Upcycler et rendre accessible
Quand je faisais mes collaborations, 195 au cours de ma carrière, je ne savais pas encore que la mode s’en emparerait à ce point. C’est ça le futur : une créative subversion, quand un petit label peut être aux avant-postes du marketing. C’est passionnant. Et ce n’est pas en trompe-l’œil, c’est la naissance d’une nouvelle industrie. J’ai toujours eu une carrière un peu alternative, à l’origine du détournement. On sent que ce qui caractérise la nouvelle génération, c’est une exploration du sens et de l’histoire, avec une dimension sociétale. Ils ne font pas que de l’image. Chez Benetton, j’ai l’ambition de donner accès à la création à des gens qui ne l’ont jamais eu. Nous développons des aspects concrets de la durabilité (déjà ancrée depuis 30 ans dans la maison), tout en calibrant des prix accessibles. Mon prochain projet est de participer à cette nouvelle émergence de jeunes créateurs. Pour qu’ils produisent des collections accessibles à leur propre génération. »
Rushemy Botter et Lisi Herrebrugh, directeurs artistiques de BOTTER et de Nina Ricci
« Cette réflexion est à la base de notre travail depuis toujours. Nous n’avons jamais joué le jeu de la surproduction. Nous avons créé notre marque avec la conscience que nous ne devions pas nous disperser, pour garder une créativité concentrée. C’est ce que nous avons appris à l’Académie* : penser une silhouette, visualiser la collection, le show, et rationaliser.
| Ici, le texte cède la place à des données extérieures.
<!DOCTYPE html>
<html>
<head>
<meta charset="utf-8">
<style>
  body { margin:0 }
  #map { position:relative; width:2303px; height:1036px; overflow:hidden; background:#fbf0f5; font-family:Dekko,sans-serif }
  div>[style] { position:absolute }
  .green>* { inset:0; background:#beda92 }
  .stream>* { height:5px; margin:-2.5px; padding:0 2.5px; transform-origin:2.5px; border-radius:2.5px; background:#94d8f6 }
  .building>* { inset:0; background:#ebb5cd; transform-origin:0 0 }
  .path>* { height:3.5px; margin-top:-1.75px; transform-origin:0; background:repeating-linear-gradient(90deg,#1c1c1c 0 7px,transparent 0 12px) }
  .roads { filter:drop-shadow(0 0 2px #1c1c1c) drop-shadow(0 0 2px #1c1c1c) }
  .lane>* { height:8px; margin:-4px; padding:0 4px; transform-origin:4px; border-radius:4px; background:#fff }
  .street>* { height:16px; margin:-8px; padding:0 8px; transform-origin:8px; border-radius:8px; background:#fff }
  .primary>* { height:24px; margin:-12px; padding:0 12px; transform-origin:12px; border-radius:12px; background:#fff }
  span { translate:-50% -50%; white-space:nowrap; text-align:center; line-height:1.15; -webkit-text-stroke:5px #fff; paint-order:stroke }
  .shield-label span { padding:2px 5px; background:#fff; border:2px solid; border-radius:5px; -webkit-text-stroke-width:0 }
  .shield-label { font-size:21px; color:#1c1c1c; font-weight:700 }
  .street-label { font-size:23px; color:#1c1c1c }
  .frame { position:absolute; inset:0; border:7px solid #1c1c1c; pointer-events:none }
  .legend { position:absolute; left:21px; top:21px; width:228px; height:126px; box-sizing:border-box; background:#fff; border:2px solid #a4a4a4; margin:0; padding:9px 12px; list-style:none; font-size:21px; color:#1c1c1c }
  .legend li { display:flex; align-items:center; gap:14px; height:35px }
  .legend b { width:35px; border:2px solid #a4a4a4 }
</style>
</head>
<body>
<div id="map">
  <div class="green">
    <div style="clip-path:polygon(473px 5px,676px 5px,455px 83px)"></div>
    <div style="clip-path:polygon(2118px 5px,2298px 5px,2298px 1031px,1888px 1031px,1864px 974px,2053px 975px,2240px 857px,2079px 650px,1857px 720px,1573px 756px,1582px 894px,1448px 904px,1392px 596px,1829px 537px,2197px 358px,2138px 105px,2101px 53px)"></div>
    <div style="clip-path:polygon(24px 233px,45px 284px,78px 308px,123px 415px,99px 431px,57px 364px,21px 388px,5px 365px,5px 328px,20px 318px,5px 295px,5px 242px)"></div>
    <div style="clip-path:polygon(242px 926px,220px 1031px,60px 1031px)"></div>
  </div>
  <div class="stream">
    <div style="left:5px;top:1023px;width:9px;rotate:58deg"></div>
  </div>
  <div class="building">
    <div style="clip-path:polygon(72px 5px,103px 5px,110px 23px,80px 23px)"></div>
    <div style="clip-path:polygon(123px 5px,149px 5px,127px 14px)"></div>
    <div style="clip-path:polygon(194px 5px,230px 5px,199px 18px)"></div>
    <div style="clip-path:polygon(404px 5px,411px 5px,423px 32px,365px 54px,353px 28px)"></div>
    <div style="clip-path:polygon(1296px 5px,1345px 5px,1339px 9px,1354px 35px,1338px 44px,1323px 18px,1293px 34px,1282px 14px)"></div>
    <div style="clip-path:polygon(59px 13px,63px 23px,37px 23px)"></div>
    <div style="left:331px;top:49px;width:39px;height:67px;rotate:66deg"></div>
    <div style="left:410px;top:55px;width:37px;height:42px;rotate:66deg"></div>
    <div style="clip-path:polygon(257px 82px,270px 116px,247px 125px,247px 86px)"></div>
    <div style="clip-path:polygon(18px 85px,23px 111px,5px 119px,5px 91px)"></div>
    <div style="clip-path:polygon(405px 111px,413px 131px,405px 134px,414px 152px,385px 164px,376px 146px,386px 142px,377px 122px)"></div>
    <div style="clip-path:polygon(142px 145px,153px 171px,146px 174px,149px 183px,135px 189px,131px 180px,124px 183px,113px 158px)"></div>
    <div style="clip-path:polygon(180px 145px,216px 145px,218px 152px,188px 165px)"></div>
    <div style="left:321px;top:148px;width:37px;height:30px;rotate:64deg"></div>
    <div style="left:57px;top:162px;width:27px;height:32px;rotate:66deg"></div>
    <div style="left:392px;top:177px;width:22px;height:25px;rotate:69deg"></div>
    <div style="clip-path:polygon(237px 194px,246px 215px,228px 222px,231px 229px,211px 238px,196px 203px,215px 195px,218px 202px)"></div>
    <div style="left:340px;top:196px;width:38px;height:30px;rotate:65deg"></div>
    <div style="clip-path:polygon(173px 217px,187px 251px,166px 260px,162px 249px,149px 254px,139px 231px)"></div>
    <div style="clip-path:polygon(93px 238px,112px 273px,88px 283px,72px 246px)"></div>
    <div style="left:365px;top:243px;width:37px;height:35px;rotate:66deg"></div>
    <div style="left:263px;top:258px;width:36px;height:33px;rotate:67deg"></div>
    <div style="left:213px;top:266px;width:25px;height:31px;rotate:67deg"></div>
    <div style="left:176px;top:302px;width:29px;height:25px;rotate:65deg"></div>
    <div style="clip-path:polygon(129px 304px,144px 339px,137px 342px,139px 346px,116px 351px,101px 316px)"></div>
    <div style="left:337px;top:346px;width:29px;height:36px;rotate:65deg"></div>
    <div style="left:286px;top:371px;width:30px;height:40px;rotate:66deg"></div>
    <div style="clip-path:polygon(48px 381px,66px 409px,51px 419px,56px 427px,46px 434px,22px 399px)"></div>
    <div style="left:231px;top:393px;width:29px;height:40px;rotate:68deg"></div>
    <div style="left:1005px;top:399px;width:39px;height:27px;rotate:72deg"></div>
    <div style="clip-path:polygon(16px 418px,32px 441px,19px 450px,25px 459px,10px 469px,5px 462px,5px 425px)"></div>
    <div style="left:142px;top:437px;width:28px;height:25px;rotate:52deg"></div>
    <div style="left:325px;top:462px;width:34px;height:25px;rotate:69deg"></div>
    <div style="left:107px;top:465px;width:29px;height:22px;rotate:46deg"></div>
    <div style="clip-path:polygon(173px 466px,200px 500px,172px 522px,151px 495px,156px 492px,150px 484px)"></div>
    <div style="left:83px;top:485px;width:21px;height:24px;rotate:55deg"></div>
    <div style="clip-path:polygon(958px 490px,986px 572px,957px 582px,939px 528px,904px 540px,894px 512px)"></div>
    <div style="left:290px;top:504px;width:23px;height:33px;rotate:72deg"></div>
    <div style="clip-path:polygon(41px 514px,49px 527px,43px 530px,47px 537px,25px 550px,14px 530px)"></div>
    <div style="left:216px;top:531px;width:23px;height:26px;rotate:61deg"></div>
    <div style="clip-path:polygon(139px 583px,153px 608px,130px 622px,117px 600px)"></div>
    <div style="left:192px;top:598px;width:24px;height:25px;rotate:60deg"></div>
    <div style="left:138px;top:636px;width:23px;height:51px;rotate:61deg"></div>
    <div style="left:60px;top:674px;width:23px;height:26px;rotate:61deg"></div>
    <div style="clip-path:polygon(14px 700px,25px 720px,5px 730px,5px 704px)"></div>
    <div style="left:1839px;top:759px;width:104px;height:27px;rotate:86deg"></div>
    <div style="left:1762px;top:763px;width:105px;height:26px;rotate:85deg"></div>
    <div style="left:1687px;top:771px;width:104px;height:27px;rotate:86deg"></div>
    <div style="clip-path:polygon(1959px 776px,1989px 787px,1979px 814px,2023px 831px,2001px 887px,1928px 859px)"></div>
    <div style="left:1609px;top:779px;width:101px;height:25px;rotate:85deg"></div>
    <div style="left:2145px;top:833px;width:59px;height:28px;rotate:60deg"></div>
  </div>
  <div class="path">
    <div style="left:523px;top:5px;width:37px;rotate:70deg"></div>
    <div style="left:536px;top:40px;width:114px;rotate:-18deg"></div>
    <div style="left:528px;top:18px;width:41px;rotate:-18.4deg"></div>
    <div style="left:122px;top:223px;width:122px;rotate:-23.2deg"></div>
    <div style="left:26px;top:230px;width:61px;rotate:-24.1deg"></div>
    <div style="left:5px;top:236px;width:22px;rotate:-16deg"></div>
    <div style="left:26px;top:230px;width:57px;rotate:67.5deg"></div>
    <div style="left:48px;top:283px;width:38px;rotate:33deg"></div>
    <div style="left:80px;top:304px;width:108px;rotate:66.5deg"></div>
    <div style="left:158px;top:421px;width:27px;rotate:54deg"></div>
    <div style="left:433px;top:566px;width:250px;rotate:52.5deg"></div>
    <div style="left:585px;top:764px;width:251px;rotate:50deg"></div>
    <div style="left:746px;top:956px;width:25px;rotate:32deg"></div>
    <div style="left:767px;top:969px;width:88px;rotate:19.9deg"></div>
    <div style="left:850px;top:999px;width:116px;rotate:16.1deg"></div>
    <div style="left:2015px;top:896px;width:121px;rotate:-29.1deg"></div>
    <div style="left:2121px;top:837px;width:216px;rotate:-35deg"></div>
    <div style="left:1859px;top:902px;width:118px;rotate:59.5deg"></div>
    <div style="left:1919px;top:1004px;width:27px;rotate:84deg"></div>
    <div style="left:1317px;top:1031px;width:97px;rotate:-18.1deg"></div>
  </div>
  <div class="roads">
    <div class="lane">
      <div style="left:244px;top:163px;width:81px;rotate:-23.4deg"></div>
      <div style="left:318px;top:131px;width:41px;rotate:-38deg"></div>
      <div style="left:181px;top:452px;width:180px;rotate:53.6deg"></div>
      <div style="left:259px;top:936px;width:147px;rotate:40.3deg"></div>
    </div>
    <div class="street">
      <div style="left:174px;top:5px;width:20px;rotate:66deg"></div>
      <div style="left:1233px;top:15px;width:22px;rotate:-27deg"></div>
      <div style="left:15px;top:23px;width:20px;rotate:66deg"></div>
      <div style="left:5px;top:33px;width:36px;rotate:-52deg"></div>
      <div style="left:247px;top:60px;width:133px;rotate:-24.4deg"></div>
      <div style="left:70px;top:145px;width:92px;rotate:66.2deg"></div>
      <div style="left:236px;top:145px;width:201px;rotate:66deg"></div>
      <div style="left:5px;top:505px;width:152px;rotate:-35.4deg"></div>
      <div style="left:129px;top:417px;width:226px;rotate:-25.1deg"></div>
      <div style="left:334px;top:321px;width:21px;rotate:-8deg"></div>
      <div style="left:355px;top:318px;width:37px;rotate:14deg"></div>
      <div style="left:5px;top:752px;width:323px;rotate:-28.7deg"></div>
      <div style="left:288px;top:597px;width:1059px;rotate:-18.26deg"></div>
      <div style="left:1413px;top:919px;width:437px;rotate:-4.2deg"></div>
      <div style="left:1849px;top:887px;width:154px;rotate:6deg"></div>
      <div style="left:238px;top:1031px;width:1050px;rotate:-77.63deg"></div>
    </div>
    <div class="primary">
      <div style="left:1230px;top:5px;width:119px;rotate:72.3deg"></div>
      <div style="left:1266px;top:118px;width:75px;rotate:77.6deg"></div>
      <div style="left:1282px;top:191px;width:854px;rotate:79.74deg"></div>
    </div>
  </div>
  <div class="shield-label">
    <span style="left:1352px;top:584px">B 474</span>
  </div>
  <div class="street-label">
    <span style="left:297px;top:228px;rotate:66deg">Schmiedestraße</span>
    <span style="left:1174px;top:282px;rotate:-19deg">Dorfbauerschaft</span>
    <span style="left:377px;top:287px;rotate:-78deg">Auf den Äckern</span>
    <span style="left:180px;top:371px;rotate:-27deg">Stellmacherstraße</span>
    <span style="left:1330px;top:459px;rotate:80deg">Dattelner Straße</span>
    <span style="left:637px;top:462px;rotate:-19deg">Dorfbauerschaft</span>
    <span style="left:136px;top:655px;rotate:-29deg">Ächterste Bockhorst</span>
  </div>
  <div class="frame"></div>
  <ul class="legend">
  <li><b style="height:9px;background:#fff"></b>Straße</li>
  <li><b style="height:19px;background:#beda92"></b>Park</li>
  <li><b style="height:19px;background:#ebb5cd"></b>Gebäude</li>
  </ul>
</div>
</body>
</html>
Face à la concurrence des réseaux sociaux, ce qui était “old school” devient “new school”, c’est-à-dire que l’ancienne garde apprend de la nouvelle, qui est éveillée, et avisée qu’il est désormais obligatoire de travailler de façon responsable, de ne pas gâcher toutes nos ressources. Arrêter la mode qui n’a pas de sens, afin de laisser une trace. C’est peut-être une conception idéaliste, mais on doit faire évoluer un état d’esprit. Botter et Nina Ricci grandissent différemment, mais avec une inspiration consciente, cohérente et complémentaire.
Protéger le futur
Les urgences de l’époque ont rendu la production de cette saison particulièrement intéressante. Nous avons beaucoup fabriqué à l’atelier à Paris, et cette période étrange était aussi très excitante, car ce retour au studio nous a rappelé l’époque, à Anvers, où nous créions dans notre bulle. Récemment, nous avons regagné du temps pour nous-mêmes, à parler du futur, à développer nos rêves. Nous avons notamment utilisé ce temps pour créer une ferme de coraux sous-marins à Curaçao, dans les Caraïbes. Cette situation ouvre l’espace à une nouvelle réflexion, sur la façon de contribuer nous-mêmes à la protection de l’environnement, et à faire prendre conscience aux gens de l’importance de l’impact de chacun.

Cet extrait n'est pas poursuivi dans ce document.